Eu nem pensei duas vezes, no momento que recebi e processei essa notícia desaparatei, deixando em meu lugar apenas minha varinha e na mesa do lugar meu frio lanche pela metade.


 


Parei na frente de casa e entrei. Subi rapidamente as escadas indo em direção ao meu quarto, seguindo para minha cama e deixando uma Gina preocupada do lado de baixo da casa.


 


Setembro se fora com mais uma preocupação. As folhas começaram a mudar de cor indicando que o outono já chegara faz tempo, e alguns flocos de neve fizeram com que o chão de minha calçada ficasse escorregadio e molhado. Mais uma estação se passara e mais uma começara e meu problema só estava em progressão.
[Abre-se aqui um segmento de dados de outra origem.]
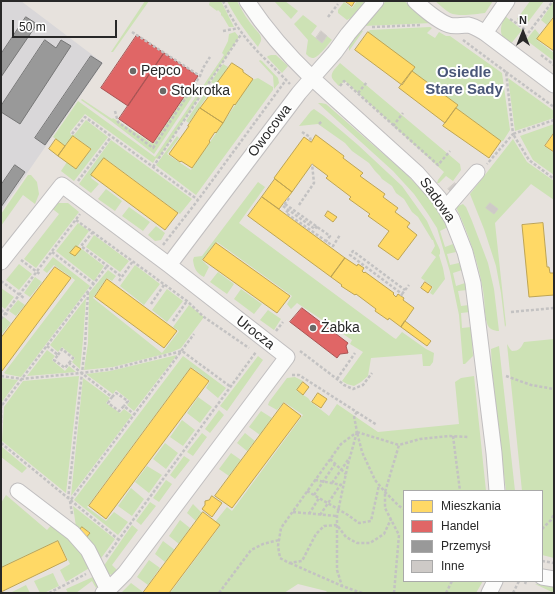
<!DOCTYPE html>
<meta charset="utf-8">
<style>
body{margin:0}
#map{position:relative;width:555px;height:594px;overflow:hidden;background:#e7e2dd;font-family:Helvetica,sans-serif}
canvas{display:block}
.frame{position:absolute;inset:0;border:2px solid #282828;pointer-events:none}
.legend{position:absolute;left:403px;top:490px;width:140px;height:92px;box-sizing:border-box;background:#fff;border:1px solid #a9a9a9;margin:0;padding:5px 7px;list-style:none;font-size:12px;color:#282828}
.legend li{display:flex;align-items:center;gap:8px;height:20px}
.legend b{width:20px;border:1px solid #a9a9a9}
.north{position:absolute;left:503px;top:12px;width:40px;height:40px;-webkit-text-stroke:3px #fff;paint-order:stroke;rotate:0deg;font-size:11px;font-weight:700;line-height:16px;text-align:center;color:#282828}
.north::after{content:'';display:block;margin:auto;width:14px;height:18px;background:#282828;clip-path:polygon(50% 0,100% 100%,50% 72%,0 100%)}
.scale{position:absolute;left:12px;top:20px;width:105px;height:18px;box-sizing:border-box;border:2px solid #282828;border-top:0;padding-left:5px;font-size:12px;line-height:14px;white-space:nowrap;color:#282828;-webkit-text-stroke:3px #fff;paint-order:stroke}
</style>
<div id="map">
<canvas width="555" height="594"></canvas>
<div class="frame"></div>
<ul class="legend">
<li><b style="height:11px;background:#ffd966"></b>Mieszkania</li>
<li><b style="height:11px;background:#e06666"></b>Handel</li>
<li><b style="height:11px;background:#999"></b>Przemysł</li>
<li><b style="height:11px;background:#cecac7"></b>Inne</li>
</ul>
<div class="north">N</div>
<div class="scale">50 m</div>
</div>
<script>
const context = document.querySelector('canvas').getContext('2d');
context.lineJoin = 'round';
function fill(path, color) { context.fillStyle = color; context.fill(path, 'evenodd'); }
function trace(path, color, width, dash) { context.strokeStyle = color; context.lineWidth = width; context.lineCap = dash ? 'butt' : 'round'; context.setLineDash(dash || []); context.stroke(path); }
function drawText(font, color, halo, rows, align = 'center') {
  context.font = font + ' Helvetica,sans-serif'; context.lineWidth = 4; context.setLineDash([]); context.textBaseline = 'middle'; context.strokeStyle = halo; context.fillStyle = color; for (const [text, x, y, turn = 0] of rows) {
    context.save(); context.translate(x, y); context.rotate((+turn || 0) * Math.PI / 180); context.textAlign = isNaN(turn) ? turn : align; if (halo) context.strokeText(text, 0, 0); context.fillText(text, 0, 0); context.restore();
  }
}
const industrial = new Path2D(`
 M1 1H21L103 63 1 211Z`);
const green = new Path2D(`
 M145 1H149L113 52H111Z
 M210 1H221L234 27H229L223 17 221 15V13L218 10 217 11 209 5Z
 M227 1H237C242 11 248 21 256 30 258 32 261 35 261 38 262 41 259 44 258 47 246 32 235 17 227 1Z
 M274 1H285L298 11 291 19Z
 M357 1H365L351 18 347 20 338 13V10L344 2 352 8Z
 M387 1H404L432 23 363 26 385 2Z
 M435 1H493L485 13C476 14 459 17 450 13 445 10 440 5 435 1Z
 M530 1H544L525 26 517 19Z
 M554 1V15L547 25 541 20Z
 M303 15 317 26 311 34 322 43 327 36 332 40C328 44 318 59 312 58 309 57 308 56 306 54L308 40 294 24Z
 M505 16 522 30 510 45C499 37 499 28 505 16Z
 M430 27 432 28 427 33 435 38 439 32 446 36H450L502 73 510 130 503 141H501L456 108 458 105 412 71 368 32 370 30Z
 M535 29 540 35 537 40 554 53V61L526 40Z
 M360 30 363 31 349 51V45Z
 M235 32 239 37 158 159 156 158 153 163 85 114 70 132 71 135H74L86 120 108 137 74 181 61 171 67 162 76 169 91 149 74 136 65 146 53 137 78 101 155 157 224 55 222 53 228 41 229 34Z
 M271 55H276L288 66 282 73 267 57 268 56Z
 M260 60 262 61 278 78 279 83 274 89 273 76 259 61Z
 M340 63 460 164 461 170 453 181 446 176 439 183H437L438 180 444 172 345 81 339 86C337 84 333 80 332 78 330 72 337 67 340 63Z
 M223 64 228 67 216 86 211 82Z
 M258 78 273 87V90L196 195 156 165 177 136 179 138 167 154 191 170 252 80Z
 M508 78 554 111V118L515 131Z
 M207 90 210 92 189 123 186 121Z
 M187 93 192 97 154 154 111 121 81 100 82 99 112 119 113 118 153 144Z
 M318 103H321L326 104 403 171 426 194 433 204 448 227 440 231 445 247 453 244 456 252 447 254 450 265 459 263 462 270 453 273 456 286 465 283 467 290 458 291 461 306 469 305 470 312 461 313 462 328 471 327 473 356 465 364H463L459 315 450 272 437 228 428 214 414 194 393 171Z
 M314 109 324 116 358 145 402 186 427 221 440 250V254L439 255 443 268 445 279 433 295 430 293 433 287 421 278 436 257 431 253 435 246 433 240H432L418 217 412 212 404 199 396 193 392 186 382 179 380 176 375 171 369 163 352 151 345 143 318 124 299 126 311 111Z
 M554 124V132L544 146 554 153V175L533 160 520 136Z
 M513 139 527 162 554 181V200L531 184 495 223 506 325 505 327 501 293 496 266 484 229 470 194Z
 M111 140 192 199 180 214 106 159 91 178 99 184 91 193 79 184Z
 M28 175H31L37 182 39 194 35 204 23 195 1 226V214Z
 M258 182 265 187 239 223 394 338 396 339 402 332 426 349 434 353 433 362 430 366H423L422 354 371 358 368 376 361 382 354 386 347 384 342 381 363 352 350 344 352 340 297 303 291 309 287 304 292 296 217 242 202 260 209 267 204 277C196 273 194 268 193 260L194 257 202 256Z
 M106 189 122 201 115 211 98 199Z
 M58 203H68L79 212 36 268 24 259 59 214 50 207Z
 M463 204 466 207 472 221 488 263 494 289 499 331C494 331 488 329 487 323 484 314 485 300 483 290 478 261 468 233 456 207Z
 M129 207 150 222 143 231 122 216Z
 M78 223 89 231 78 246 104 266 94 281 56 251Z
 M156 226 165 233 161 240 155 241 148 235Z
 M94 235 129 261 120 272 86 247Z
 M53 257 90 286 21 377 6 374 4 373 75 280 54 265 47 273 43 270Z
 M19 264 32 274 19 290 6 280Z
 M135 265 160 284 144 305 120 286Z
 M108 270 116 276 112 281 107 278 93 298 162 353 179 331 173 327 189 305 204 317 181 348 172 352 113 367 84 370 88 343 89 293Z
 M218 272 234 284 227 294 210 282Z
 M35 277 42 282 30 297 24 293Z
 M1 288 14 297 5 309 1 306Z
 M167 289 183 301 167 322 152 310Z
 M241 289 262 304 254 314 234 299Z
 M86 298 83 340 80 369 72 362 75 358 62 347 58 352 50 345Z
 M18 300 25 305 16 316 9 311Z
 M268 310 281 319 274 330 260 320Z
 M4 317 11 323 1 335V320Z
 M554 339V558L542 555V491H522L507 344 510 349 512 351C519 351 521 348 524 342Z
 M499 346 515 491H506L492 370 491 349Z
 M47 350 55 356 52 360 65 371 69 366 76 372 27 376Z
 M177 355 134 411 127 405 130 401 116 390 113 394 86 374 110 371Z
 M183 356 226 388 218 398 206 388 210 381 191 367 87 507 106 521 114 512 128 522 118 535 74 500Z
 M258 356 263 360 227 411 220 406Z
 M79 376 66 493 2 441 4 407 23 381Z
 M474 376 486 491H404V581H483L476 593H328L326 591 298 584 284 593H170L220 526 215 522 227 507 232 511 303 415 284 402 277 410 268 405 269 402 287 378 295 377 303 381 297 391 308 398 311 402 329 416 337 404 378 432 459 424 455 382 461 378Z
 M1 378 18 380 2 402H1Z
 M83 378 110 398 106 403 120 413 124 409 132 415 71 496Z
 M198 397 212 407 200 423 187 413Z
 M219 410 224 415 210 433 205 429Z
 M261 411 272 418 260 435 249 427Z
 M182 420 195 430 183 446 170 437Z
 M202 433 207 437 193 456 187 452Z
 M245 433 255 441 247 451 237 443Z
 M165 443 178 453 166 469 153 459Z
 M1 446 27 468 22 473 1 457Z
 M231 453 241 460 229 476 219 469Z
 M184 456 190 460 175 479 170 475Z
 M147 466 162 475 149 493 135 482Z
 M166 480 172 484 159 502 153 498Z
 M131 488 144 499 132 516 118 506Z
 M6 495 47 530 54 522 80 549 91 567 66 582 60 570 70 564 58 541 1 568V503Z
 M150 502 156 506 141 525 136 521Z
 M193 504 202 513 196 521 187 513Z
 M73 506 115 539 99 561 85 541 90 532 82 528 77 534Z
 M180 520 190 528 179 544 169 536Z
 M132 525 138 530 112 565 118 571 113 575C108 575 106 571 103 567Z
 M163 541 175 550 165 562 155 554Z
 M149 560 160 568 148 585 137 577Z
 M53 573 59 586 44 593H40L34 581Z
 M95 576 99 584 96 588 92 581 76 593H68L66 589Z
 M131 583 143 592 142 593H121Z
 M535 584 554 586V593Z
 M26 585 30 593H10Z`);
const homes = new Path2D(`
 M345 1H355L352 6Z
 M554 17V51L537 39Z
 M368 32 415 67 402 85 355 50Z
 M232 63 243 70V72L253 79 235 105 234 104 223 123 200 108 215 88 219 82H218Z
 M412 71 458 105 445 123 399 88Z
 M200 108 223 123 216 133 215 132 209 141 210 142 192 168 181 161 180 162 169 154 189 126H188Z
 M456 108 501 141 489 158 443 126Z
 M554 133V152L545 146Z
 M316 135 344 156 343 158 363 173 360 176 385 194 383 197 398 208 395 212 410 223 407 227 417 235 398 260 378 246 389 231 368 216 370 214 349 199 351 197 326 178 328 176 312 164 292 192 275 179 274 178 304 137 311 142Z
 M73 136 91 149 76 169 58 156Z
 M56 139 65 146 58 156 49 149Z
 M104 158 178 213 165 230 91 175Z
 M275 179 292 192 279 209 262 197Z
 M262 197 345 258 331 277 248 216Z
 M328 211 337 217 333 222 325 216Z
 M543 223 547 267H549L550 273H554V295L529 297 522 225Z
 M216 243 290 296 277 313 203 260Z
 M76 246 81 249 75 256 70 253Z
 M345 258 357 266 358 264 364 268 362 271 364 273 365 272 394 293 393 294 396 297 398 294 404 298 403 300 414 308 401 327 389 318 388 320 375 311 376 309 356 294 355 295 341 286 342 285 331 277Z
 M55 267 71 278 2 371 1 370V338Z
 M107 279 177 331 164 348 95 297Z
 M425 282 432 287 428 293 421 288Z
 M405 321 431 341 427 346 401 327Z
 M191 368 209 381 106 519 89 506Z
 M303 382 309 387 303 395 297 390Z
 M318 393 327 399 321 408 312 402Z
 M284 403 301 416 232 508 215 496Z
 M212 496 222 503 212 517 202 509 205 505V501L209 500Z
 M203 512 220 525 169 593H143Z
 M82 527 90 533 85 539 77 534Z
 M58 541 67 560 1 592V568Z`);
const shops = new Path2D(`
 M137 35 164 53 128 106 101 88Z
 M164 53 198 76 153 143 119 119Z
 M302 308 348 343 346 346 348 353 340 354 337 358 290 322Z`);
const industry = new Path2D(`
 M26 17 37 24 1 77V54Z
 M45 40 56 48 61 40 71 46 20 124 1 112V106Z
 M91 56 102 63 45 145 35 138Z
 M15 165 25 172 1 207V185Z`);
const building = new Path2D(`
 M321 31 327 36 322 43 316 38Z
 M455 183 460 189 454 195 448 189Z
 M490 203 498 209 494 214 486 208Z`);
const path = new Path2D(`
 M223 1C228 12 235 24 242 33 256 52 274 67 290 84
 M328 17 338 4
 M510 19 526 30
 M372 27 421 25
 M223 31 239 28
 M132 32 200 76 203 68 210 57
 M463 40 506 72 513 134 487 164
 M522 41 553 1
 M541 55 554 65
 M506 72 554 107
 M340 86 344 81 438 165 450 151
 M358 93 367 82
 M115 111 118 122 153 148 200 76
 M554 120 513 134 529 160 554 179
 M319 124 322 121
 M393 126 403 113
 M302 132 310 137 311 142
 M72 134 85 117 198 200
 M153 167 242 33
 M78 181 111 137
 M289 198 283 206 315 229 317 226
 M285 204 330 236 325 243
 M299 205 314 183 312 164
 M288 210 286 213 333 246 340 235
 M76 220 187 301 204 317 249 348
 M93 232 81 246 122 277
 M163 245 198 200 286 80
 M52 252 94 284
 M21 260 41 275
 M1 281 24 298
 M119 281 133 261
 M402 294 409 285
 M401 296 402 294 350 255 353 251 405 290
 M151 304 164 285
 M1 310 9 316
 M511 312 554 308
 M1 319 80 214
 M173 321 187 301
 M276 331 283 322
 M47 346 58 355 54 360 65 368 69 363 112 397 108 403 119 411 124 406 135 415
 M300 351 337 379 344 385 353 389 363 385 372 373
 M58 355 62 349 73 358 69 363
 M292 375H299L377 425
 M1 376 22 379 81 373 112 369 182 351 231 387
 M506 376 531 385 554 389
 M337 379 355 353
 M112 397 116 393 128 401 124 406
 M2 405 107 266
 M357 412 354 416 357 432 341 444 281 528 278 546 280 558 289 563 302 561 316 534 324 526 337 525 346 537 357 543H370L384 534 391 519
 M1 423V405
 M357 432 399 445
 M453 436 460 491
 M1 443 119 540
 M330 459 346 474
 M315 480 342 485
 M332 483 348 460
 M307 491 348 515 359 523 371 521 379 485
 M314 495 335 464
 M68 499 85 346 88 292
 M293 512 337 516
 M72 514 70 501 194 334
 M309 514 319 498
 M320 515 341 484
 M542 529 551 520 554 514
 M106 557 256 352
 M542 561 554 563
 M290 563 342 586
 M525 584 526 581
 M49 593 86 574
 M219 593 251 550 263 544 279 540
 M362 593 342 586 337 570V516L348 464 357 432 362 452 375 480 385 492 399 506 404 509
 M394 593 399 535 385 508V492L399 445 420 439 449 436 469 437
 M446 593 452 581
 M513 593 519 581`);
const minor = new Path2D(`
 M247 1C266 30 287 54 312 78L417 173 439 198 452 219 465 252 473 283 494 453 497 491
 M415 1C424 9 437 21 449 25 455 27 461 25 468 25 474 26 480 30 485 33L554 85
 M485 33 507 1
 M446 208 477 172
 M1 262 62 185 169 265 287 357 125 573 108 590 103 593
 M169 265 299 93 312 78 335 52 348 34 376 1
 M18 491 73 533 88 550 108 590
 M542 577 554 579
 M489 593 495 581`);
const markers = [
 [133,71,4,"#6b6967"],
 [163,91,4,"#6b6967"],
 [313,328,4,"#6b6967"]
];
const poiNames = [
 ["Pepco",141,71],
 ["Stokrotka",171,91],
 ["Żabka",321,328]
];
const streetNames = [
 ["Owocowa",270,131,-53],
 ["Sadowa",437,200,55],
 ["Urocza",255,333,38]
];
const neighbourhoodNames = [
 ["Osiedle",464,73],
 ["Stare Sady",464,90]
];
fill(industrial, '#d9d7d9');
fill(green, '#cde2b5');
fill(homes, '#ffd966');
trace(homes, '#bea453', 1);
fill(shops, '#e06666');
trace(shops, '#a95353', 1);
fill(industry, '#999');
trace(industry, '#777', 1);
fill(building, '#cecac7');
trace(building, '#d1cdc9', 1);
trace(minor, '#c0bebf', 17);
trace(path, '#c3c2c2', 2.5, [3, 2]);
trace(minor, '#fbfbfa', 15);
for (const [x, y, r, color] of markers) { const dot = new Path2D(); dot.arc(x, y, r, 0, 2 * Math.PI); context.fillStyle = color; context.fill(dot); trace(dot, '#fff', 1.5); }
drawText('14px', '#282828', '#fff', poiNames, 'left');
drawText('14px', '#282828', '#fff', streetNames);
drawText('bold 15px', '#495678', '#fff', neighbourhoodNames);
</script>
O sol não brilhava com o mesmo esplendor, o que era ruim para mim, eu sempre adorei o sol; mas pelo menos por uns três ou quatro meses ele estaria escondido sob densas nuvens escuras e abafadas. Assim como eu estava abafado por uma série de problemas.


 


Minha segunda noite de setembro fora marcada por um sonho com meus filhos. Mas esse não era tão real quanto os outros porém eu o encarei como uma visão. Eles se encontravam na antiga casa abandonada que eu vira em meu primeiro sonho com a poção. Estava escuro e de repente a luz parecia aparecer de um ponto e se expandir por todo o cômodo rapidamente. Meus filhos gritavam “Pai, Pai, Pai” mas ninguém respondia; apenas quando gritaram pela terceira e última vez eu saí de nalgum lugar e começei a atacá-los. Eu via em suas faces o medo, o terror e também meu próprio refelxo — que parecia ser eu, pelo menos externamente, mas naqueles olhos eu via que meus filhos encaravam algo novo. O que estava na frente deles não era seu pai. E sim uma coisa ofídica e irônica. Maldosa e diabólica. Sonhos assim não paravam de acontecer.


           


 


Minha rotina continou a mesma até que a semana passara e o domingo batia em minha porta. Era uma manhã fria e inquietante. Não estava nem um pouco nervoso com o julgamento, na verdade pouco me importava o resultado. Já havia perdido várias coisas em minha vida, mais uma não seria diferente. Me arrumei sem nenhuma motivação — me agasalhando mais um pouco do que um normal — e andei porta afora.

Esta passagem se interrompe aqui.